*** Given data ***

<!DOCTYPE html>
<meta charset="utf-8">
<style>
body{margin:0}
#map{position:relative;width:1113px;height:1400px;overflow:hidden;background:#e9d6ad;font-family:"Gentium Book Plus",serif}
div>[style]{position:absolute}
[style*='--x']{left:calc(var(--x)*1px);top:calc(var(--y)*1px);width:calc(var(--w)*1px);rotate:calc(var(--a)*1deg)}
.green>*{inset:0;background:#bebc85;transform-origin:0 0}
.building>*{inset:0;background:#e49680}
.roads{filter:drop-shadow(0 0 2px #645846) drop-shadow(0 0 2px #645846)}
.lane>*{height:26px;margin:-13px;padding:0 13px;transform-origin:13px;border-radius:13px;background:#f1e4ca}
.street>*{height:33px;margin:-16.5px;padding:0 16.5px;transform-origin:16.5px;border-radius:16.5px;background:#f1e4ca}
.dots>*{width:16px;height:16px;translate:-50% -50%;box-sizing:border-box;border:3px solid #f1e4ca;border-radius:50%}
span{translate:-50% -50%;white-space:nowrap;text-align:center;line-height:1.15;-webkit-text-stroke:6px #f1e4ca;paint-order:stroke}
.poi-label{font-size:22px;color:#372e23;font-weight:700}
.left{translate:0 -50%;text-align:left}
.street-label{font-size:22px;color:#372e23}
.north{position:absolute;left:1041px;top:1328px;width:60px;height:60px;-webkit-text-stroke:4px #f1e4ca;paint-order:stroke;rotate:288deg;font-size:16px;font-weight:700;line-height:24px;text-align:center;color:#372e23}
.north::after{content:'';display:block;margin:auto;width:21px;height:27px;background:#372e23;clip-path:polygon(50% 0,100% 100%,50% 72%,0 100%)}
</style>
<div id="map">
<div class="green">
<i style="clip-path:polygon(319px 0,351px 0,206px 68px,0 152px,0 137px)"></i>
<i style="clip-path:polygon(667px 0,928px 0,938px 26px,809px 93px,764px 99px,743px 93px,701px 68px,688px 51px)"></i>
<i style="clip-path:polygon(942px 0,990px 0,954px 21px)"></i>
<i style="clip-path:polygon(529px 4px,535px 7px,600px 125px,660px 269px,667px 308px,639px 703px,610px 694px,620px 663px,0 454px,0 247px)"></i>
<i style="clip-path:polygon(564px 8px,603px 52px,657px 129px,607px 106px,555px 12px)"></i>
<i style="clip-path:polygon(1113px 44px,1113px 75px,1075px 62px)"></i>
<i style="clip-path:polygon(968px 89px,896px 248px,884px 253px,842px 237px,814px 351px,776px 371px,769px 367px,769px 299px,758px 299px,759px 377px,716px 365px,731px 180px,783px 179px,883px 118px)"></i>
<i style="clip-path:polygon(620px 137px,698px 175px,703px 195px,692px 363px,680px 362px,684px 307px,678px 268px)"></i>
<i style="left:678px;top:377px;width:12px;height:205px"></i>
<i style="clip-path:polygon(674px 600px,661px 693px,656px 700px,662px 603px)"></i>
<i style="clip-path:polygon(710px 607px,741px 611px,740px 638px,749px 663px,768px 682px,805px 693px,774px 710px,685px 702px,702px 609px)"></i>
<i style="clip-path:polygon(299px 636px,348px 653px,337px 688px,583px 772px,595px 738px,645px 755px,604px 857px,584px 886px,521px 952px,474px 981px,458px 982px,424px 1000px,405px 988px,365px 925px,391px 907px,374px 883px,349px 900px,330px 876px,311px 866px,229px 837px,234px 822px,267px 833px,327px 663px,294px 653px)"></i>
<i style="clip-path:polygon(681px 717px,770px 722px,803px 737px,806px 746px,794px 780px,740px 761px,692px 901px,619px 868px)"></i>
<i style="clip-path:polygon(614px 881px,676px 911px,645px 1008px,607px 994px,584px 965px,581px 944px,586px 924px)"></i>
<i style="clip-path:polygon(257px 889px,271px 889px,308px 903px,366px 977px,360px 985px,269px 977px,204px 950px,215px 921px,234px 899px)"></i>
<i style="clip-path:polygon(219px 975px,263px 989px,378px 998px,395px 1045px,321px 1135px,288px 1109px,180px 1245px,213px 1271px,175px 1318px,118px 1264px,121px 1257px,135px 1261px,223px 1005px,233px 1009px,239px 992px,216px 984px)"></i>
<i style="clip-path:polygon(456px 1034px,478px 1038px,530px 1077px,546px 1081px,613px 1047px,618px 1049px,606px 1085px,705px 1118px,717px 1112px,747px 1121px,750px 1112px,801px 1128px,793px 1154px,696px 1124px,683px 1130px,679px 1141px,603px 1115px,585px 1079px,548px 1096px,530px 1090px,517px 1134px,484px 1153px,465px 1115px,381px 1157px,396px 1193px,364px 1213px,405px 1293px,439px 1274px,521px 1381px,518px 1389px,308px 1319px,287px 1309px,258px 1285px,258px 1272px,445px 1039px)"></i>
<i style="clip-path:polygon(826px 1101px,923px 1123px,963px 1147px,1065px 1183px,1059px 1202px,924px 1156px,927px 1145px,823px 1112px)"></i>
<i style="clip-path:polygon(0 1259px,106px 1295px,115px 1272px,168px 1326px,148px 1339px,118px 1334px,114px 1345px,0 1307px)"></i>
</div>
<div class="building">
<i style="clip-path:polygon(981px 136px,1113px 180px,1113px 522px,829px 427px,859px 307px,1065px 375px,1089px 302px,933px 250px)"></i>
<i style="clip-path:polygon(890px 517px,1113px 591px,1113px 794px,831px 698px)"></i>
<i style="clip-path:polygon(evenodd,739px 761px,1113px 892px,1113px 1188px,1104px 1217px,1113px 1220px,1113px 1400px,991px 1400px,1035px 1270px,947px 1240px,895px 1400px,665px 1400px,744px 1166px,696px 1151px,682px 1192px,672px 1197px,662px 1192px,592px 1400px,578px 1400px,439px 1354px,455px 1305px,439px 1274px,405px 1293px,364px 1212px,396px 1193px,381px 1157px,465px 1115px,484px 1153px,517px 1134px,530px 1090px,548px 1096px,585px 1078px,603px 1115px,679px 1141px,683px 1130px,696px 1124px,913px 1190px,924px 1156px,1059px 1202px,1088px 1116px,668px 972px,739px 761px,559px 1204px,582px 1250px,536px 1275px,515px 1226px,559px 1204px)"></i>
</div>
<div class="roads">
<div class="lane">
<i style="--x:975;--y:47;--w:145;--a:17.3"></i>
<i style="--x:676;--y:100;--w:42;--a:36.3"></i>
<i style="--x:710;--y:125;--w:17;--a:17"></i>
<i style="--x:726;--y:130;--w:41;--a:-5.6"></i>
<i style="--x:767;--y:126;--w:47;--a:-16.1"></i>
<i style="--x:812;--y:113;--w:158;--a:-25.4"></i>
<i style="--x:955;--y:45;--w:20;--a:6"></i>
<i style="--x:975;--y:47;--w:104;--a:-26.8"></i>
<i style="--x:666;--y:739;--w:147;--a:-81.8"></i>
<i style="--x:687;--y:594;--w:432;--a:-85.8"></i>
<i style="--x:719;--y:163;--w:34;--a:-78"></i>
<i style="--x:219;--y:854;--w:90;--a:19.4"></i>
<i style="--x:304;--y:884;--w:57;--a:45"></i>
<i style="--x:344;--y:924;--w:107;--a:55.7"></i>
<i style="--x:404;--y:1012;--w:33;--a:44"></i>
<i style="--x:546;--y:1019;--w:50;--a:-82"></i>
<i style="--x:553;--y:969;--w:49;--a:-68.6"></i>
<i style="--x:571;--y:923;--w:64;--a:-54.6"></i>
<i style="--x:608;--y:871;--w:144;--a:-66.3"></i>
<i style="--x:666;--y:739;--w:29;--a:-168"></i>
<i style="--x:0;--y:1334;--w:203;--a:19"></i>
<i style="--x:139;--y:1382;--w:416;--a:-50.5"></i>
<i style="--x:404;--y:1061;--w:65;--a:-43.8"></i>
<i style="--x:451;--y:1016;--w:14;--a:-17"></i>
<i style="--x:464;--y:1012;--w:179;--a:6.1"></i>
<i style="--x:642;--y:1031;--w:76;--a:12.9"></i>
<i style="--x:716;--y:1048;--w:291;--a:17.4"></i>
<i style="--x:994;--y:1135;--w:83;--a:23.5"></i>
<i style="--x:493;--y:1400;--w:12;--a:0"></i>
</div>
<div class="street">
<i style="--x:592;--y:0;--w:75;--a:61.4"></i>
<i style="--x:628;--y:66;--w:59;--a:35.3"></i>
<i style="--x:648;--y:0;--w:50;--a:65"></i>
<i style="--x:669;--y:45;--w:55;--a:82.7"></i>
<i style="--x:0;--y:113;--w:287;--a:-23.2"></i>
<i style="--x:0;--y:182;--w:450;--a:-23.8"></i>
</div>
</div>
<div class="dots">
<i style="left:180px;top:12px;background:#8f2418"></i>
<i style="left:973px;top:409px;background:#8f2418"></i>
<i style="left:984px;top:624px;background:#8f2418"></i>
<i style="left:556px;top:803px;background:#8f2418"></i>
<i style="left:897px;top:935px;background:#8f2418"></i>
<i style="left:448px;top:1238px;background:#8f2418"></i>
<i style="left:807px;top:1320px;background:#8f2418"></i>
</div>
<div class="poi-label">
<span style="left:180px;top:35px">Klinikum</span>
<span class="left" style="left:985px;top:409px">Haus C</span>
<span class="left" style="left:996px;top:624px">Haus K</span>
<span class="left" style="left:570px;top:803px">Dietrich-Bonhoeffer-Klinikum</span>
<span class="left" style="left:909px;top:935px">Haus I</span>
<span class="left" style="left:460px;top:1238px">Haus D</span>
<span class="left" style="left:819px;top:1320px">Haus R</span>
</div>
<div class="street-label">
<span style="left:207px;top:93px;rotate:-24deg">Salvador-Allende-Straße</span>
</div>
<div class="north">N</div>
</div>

***

Requirement: Reply with the number of lines in the material above that contain "green", and nothing more.

Result of the task: 2